I also use **latency**, **token pricing**, **context window**, and **max output tokens** because those operational constraints compound quickly once an agent starts taking multiple turns.

* * *

## TL;DR

-   **GLM 5.1** wins all five of the long-horizon rows I would care about first: **Finance Agent**, **Terminal-Bench 2.0**, **SWE-bench**, **LiveCodeBench**, and **Vibe Code Bench**.
-   The biggest gaps are **Finance Agent (57.66% vs 48.40%)** and **Terminal-Bench 2.0 (53.93% vs 47.19%)**.
-   A simple average across those five rows gives **GLM 5.1 at 60.17%** versus **MiniMax M2.7 at 55.27%**. That average is my own rollup from the cited public numbers, not an official benchmark metric.
-   **MiniMax M2.7** is still much cheaper: **$0.30 / $1.20** input/output versus **$1.00 / $3.20** for GLM 5.1.
-   For benchmarked long-horizon performance, **GLM looks stronger today**. For cost-constrained long runs, **MiniMax is the budget play**.

* * *

## The long-horizon rows

Benchmark

GLM 5.1

MiniMax M2.7

Edge

**Finance Agent (v1.1)**

**57.66%**

**48.40%**

**GLM +9.26**

**Terminal-Bench 2.0**

**53.93%**

**47.19%**

**GLM +6.74**

**SWE-bench**

**76.40%**

**73.80%**

**GLM +2.60**

**LiveCodeBench**

**81.38%**

**79.93%**

**GLM +1.45**

**Vibe Code Bench**

**31.46%**

**27.04%**

**GLM +4.42**

**Simple average of rows above**

**60.17%**

**55.27%**

**GLM +4.89**

This is the cleanest summary I can get if the question is "which model looks better for agentic work that unfolds over multiple steps?" On every row that looks most relevant to that question, **GLM is ahead**.

* * *

## Why these rows matter more than the overall index

The overall **Index** still favors **GLM 5.1**, **63.17%** to **59.58%**, and the overall **coding** category average does too, **60.79%** to **56.99%**. That is directionally useful.

But if your use case is specifically **long-horizon work**, the overall index is not the main thing to watch because it mixes in categories that are much less agent-like.

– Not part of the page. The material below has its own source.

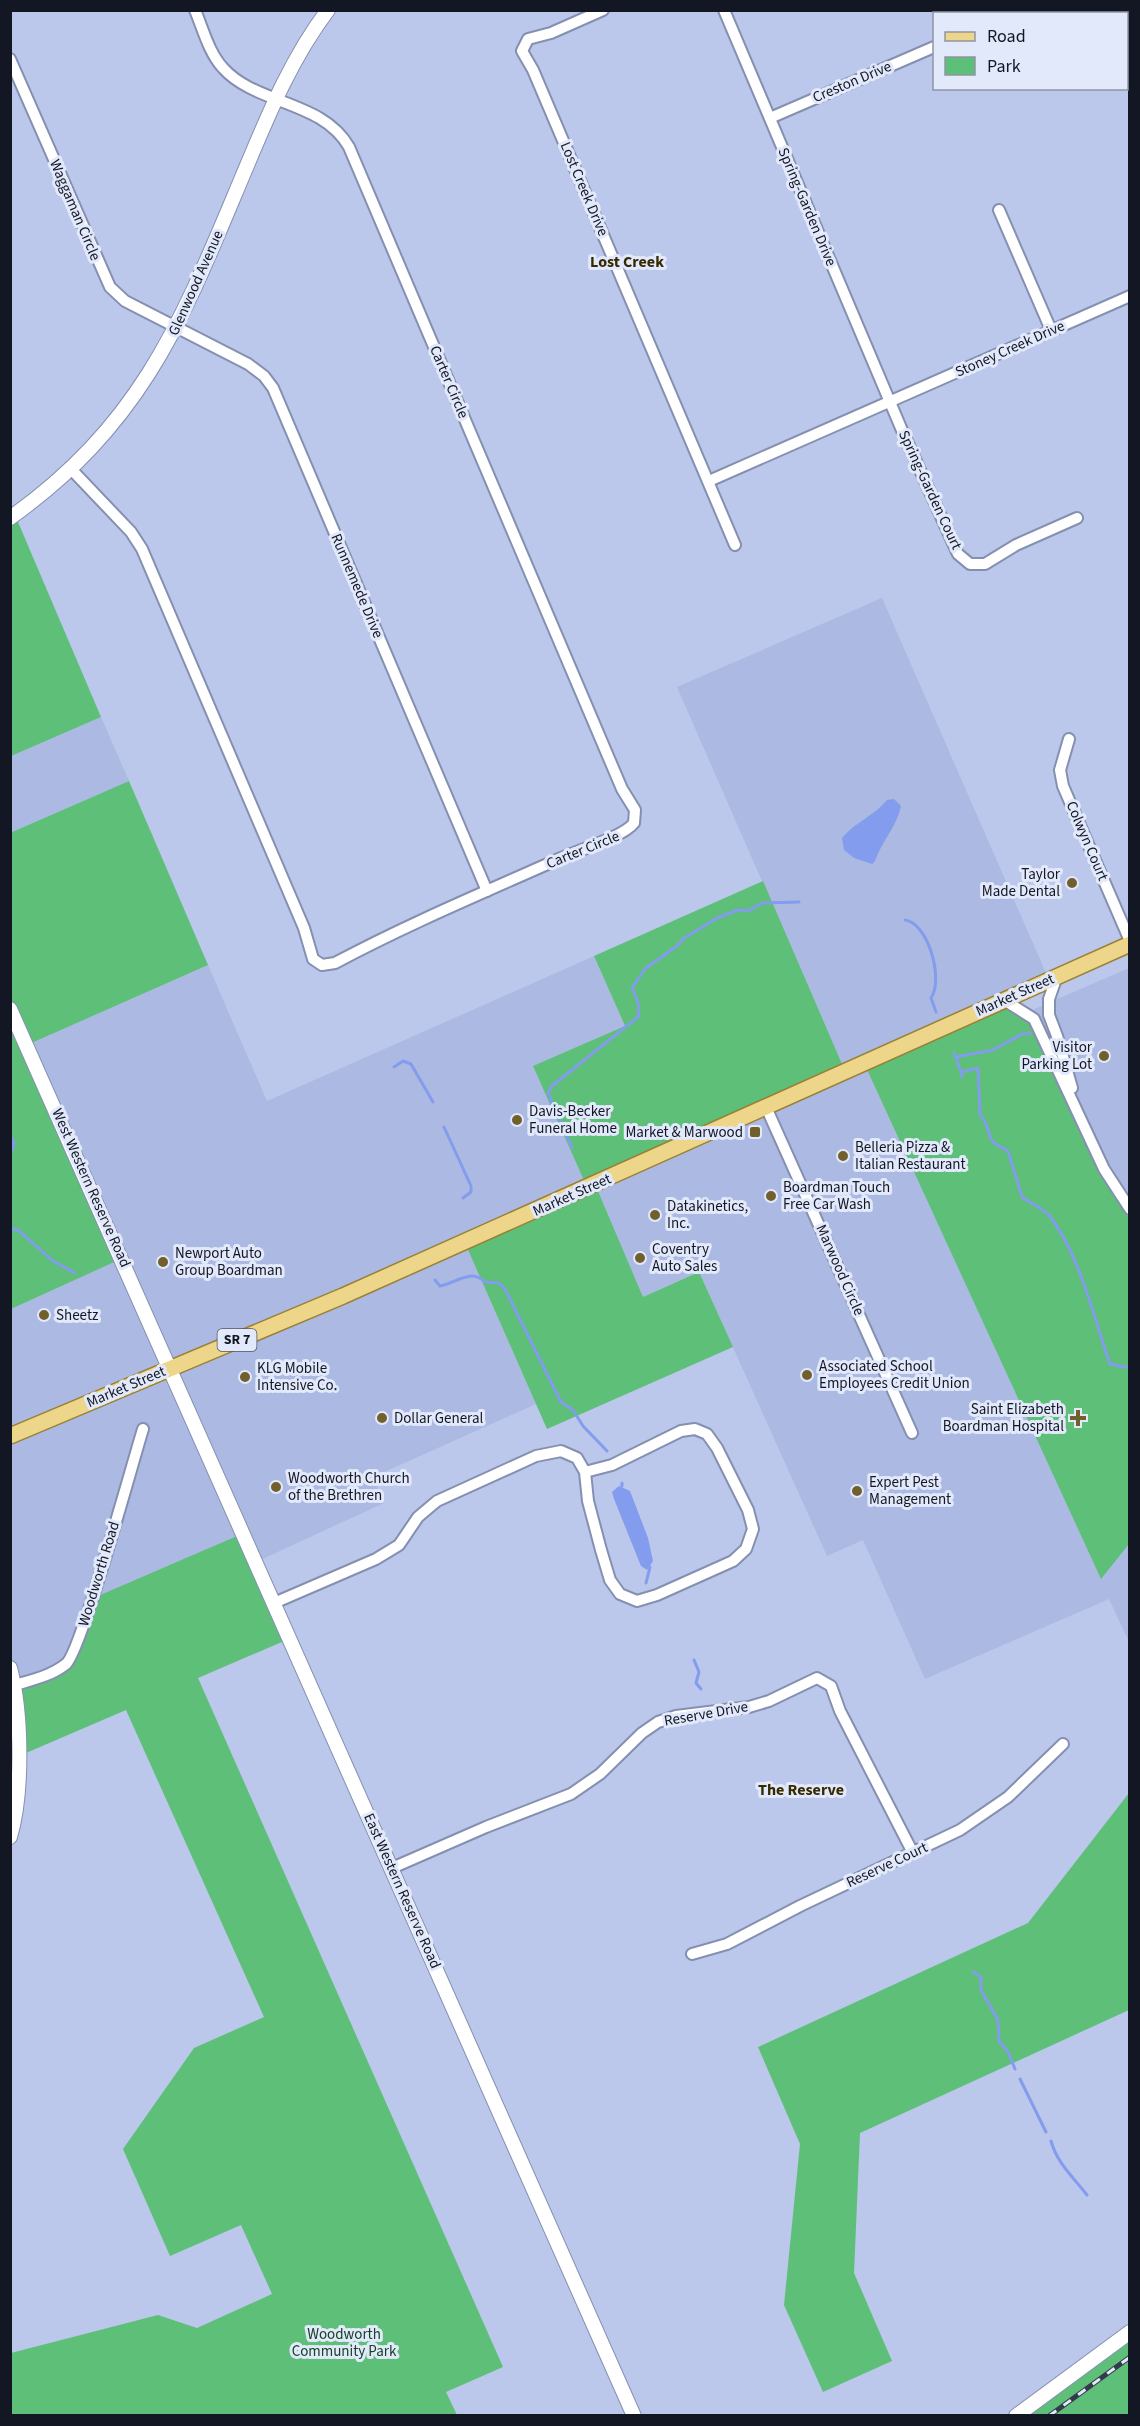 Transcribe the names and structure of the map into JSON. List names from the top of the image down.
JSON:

A strong **CaseLaw** or **GPQA** row can matter for some buyers, but it does not tell you nearly as much about a model that has to:

-   plan across multiple turns
-   recover after a bad step
-   use tools or act through a runtime
-   modify code or reason over a repository

That is why the **Finance Agent**, **Terminal-Bench**, **SWE-bench**, and broader coding rows are the real signal here.

* * *

## Where GLM creates the clearest separation

The most important thing here is not that GLM wins by a little. It is that the rows most associated with multi-step agent loops all point in the same direction.

Two rows stand out most:

-   **Finance Agent (v1.1): 57.66% vs 48.40%**
-   **Terminal-Bench 2.0: 53.93% vs 47.19%**

Those are the biggest gaps among the long-horizon rows, and they are also the rows that most obviously suggest **agents acting through tools or extended workflows** rather than pure one-shot completion.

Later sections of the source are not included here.